What to do
Exactly as written, copy the lines that run from the start of the data below to the line containing "Read the map", both ends included.

Dataset records
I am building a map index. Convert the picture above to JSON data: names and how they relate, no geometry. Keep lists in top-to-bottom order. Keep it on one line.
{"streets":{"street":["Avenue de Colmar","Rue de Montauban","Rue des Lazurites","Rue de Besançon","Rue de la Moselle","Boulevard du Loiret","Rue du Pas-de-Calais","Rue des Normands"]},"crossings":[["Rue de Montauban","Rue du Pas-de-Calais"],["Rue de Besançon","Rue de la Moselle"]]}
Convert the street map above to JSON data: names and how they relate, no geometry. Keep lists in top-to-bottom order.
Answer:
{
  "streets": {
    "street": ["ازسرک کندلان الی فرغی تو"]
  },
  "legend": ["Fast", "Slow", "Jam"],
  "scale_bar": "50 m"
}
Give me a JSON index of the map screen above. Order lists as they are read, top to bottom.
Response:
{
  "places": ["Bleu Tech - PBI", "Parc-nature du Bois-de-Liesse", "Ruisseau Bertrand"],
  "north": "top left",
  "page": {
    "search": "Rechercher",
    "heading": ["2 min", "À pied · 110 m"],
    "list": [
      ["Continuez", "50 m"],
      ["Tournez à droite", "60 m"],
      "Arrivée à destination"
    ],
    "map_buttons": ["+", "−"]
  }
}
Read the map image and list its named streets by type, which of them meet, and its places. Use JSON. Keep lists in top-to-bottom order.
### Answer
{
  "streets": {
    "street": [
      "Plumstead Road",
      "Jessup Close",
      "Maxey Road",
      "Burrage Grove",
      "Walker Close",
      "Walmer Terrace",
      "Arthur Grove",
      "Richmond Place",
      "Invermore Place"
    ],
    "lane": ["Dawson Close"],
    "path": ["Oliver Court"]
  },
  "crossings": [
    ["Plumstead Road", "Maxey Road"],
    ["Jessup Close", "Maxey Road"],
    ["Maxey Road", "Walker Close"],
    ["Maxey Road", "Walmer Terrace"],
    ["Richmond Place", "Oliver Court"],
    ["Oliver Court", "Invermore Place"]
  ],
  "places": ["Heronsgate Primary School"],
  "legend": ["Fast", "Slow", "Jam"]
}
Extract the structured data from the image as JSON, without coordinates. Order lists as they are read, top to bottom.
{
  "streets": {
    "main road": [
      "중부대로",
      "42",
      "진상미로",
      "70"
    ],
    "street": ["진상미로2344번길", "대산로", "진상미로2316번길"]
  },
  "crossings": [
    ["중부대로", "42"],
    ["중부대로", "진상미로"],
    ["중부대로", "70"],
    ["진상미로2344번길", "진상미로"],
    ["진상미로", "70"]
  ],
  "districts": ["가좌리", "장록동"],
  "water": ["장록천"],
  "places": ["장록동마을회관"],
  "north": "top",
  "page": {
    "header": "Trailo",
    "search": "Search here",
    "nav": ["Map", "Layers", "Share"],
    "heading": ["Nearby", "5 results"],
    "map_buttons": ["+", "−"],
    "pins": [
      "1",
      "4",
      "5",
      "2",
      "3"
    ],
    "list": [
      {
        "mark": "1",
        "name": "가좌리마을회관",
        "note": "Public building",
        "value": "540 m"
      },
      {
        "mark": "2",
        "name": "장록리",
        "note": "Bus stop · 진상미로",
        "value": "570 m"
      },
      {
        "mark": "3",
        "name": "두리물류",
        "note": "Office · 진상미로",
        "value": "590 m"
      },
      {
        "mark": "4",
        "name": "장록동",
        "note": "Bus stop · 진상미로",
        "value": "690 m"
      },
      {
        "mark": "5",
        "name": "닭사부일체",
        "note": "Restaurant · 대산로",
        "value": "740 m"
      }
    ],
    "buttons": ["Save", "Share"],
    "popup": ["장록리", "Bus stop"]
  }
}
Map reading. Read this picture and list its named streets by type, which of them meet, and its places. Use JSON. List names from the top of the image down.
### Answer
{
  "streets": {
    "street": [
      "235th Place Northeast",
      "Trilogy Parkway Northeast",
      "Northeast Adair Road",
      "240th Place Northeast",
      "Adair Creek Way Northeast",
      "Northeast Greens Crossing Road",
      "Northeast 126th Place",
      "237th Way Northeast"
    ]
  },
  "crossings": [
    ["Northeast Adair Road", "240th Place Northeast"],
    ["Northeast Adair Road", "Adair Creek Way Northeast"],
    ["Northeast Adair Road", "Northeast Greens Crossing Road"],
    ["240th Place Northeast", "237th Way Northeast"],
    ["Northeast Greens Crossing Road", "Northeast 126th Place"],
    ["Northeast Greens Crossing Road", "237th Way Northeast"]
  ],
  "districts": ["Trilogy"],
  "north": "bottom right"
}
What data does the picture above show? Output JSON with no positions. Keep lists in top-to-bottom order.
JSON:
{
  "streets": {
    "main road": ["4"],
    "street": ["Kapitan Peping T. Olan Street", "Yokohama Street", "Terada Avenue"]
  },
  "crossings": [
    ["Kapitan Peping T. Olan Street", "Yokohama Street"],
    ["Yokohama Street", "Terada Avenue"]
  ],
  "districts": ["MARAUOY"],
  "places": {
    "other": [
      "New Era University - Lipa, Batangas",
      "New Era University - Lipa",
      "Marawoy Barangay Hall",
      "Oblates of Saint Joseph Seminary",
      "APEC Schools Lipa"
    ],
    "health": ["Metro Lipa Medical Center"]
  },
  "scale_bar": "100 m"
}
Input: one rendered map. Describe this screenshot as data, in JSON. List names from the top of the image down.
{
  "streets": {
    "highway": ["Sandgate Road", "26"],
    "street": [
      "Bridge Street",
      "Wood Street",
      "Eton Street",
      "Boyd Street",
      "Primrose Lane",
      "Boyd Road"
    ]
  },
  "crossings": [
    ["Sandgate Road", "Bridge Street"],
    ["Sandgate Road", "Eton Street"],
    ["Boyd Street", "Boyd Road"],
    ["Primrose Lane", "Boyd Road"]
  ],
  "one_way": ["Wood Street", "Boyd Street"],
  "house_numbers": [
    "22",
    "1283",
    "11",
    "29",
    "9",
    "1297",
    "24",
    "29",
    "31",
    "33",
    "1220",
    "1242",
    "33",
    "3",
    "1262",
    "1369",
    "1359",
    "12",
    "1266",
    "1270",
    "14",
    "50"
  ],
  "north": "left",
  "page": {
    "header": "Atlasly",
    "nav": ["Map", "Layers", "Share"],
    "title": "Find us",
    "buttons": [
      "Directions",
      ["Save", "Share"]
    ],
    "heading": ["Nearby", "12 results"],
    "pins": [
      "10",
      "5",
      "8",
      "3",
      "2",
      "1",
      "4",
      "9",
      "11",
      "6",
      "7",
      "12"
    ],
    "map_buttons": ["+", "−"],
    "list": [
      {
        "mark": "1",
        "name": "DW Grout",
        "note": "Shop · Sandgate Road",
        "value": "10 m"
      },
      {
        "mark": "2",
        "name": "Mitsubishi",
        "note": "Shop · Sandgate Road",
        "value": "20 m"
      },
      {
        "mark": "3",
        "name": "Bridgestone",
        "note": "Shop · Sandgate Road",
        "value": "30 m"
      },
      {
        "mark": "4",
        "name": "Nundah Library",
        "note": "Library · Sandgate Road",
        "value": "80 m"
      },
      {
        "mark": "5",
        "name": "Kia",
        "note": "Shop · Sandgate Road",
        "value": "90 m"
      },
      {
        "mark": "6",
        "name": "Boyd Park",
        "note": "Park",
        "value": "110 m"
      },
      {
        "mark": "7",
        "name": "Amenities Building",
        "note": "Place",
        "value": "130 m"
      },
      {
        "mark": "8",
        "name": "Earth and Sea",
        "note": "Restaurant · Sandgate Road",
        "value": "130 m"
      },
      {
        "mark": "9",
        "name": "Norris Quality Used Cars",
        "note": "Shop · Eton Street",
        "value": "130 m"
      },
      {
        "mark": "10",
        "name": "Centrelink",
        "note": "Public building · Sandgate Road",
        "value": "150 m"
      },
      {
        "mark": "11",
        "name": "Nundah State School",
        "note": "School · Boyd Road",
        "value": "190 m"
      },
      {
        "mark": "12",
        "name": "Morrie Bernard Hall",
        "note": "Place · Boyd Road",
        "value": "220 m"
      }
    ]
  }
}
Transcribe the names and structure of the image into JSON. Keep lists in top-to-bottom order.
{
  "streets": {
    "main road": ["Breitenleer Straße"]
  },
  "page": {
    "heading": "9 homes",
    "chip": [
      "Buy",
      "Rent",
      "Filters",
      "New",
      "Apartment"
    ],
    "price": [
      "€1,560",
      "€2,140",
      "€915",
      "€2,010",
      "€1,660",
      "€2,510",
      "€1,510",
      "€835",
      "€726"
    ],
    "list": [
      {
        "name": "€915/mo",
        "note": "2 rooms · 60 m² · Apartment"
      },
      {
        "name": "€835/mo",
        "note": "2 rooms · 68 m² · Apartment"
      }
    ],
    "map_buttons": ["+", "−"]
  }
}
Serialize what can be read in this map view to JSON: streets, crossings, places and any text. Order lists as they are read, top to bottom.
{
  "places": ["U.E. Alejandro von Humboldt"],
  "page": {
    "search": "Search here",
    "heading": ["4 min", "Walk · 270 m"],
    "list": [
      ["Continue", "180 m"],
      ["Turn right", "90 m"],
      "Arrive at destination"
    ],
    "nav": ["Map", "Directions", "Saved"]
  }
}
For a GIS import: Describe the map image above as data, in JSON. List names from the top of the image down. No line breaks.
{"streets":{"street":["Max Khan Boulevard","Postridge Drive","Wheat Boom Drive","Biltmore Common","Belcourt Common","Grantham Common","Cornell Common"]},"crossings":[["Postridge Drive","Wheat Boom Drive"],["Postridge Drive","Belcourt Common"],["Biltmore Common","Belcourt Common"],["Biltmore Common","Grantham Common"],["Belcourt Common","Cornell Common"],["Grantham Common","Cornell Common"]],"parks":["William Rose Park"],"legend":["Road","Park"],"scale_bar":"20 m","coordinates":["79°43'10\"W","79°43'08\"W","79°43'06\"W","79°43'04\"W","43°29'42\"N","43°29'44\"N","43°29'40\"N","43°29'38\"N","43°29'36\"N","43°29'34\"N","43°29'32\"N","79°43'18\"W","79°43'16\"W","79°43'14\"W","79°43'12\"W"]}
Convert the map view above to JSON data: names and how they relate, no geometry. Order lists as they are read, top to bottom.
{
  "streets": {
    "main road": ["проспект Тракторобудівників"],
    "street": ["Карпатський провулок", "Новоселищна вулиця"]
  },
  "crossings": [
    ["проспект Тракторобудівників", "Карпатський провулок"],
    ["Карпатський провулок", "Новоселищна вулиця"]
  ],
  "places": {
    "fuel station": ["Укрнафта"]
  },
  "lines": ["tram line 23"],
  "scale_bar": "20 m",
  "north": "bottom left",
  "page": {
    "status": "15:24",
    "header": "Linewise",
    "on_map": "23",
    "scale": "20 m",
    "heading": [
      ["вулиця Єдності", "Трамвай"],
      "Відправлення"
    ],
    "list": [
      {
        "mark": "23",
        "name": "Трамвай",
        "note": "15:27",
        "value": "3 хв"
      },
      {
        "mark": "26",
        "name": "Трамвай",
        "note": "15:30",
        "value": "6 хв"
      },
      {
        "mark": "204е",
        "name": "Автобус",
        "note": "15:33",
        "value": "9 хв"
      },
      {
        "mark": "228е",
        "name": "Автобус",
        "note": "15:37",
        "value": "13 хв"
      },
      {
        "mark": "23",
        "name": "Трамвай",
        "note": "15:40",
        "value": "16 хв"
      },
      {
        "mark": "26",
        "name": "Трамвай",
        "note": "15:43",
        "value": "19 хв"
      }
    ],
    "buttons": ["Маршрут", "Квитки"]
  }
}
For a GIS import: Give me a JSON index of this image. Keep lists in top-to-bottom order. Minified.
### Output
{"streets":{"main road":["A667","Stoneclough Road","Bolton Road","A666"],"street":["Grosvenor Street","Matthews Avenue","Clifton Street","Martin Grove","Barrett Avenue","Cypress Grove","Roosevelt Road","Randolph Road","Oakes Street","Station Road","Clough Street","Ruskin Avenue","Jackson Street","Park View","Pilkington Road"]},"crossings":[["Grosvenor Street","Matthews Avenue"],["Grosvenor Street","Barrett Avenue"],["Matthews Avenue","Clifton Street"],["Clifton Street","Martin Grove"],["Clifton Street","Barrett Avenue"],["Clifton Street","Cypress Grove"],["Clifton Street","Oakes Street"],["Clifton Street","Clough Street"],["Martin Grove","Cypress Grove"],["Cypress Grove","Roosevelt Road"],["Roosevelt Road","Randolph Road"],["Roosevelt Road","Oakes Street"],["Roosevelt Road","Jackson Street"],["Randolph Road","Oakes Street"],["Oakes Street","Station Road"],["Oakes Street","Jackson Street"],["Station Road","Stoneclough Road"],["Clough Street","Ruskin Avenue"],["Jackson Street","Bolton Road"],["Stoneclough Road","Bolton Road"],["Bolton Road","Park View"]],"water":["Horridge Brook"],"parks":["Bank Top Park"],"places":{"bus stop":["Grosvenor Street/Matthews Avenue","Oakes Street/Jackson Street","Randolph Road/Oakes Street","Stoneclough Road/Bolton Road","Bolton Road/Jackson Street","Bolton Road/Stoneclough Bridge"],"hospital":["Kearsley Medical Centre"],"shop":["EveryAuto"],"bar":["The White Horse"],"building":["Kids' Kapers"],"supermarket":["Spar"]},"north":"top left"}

Solved exercise
I am building a map index. Convert the picture above to JSON data: names and how they relate, no geometry. Keep lists in top-to-bottom order. Keep it on one line.
{"streets":{"street":["Avenue de Colmar","Rue de Montauban","Rue des Lazurites","Rue de Besançon","Rue de la Moselle","Boulevard du Loiret","Rue du Pas-de-Calais","Rue des Normands"]},"crossings":[["Rue de Montauban","Rue du Pas-de-Calais"],["Rue de Besançon","Rue de la Moselle"]]}
Convert the street map above to JSON data: names and how they relate, no geometry. Keep lists in top-to-bottom order.
Answer:
{
  "streets": {
    "street": ["ازسرک کندلان الی فرغی تو"]
  },
  "legend": ["Fast", "Slow", "Jam"],
  "scale_bar": "50 m"
}
Give me a JSON index of the map screen above. Order lists as they are read, top to bottom.
Response:
{
  "places": ["Bleu Tech - PBI", "Parc-nature du Bois-de-Liesse", "Ruisseau Bertrand"],
  "north": "top left",
  "page": {
    "search": "Rechercher",
    "heading": ["2 min", "À pied · 110 m"],
    "list": [
      ["Continuez", "50 m"],
      ["Tournez à droite", "60 m"],
      "Arrivée à destination"
    ],
    "map_buttons": ["+", "−"]
  }
}
Read the map image and list its named streets by type, which of them meet, and its places. Use JSON. Keep lists in top-to-bottom order.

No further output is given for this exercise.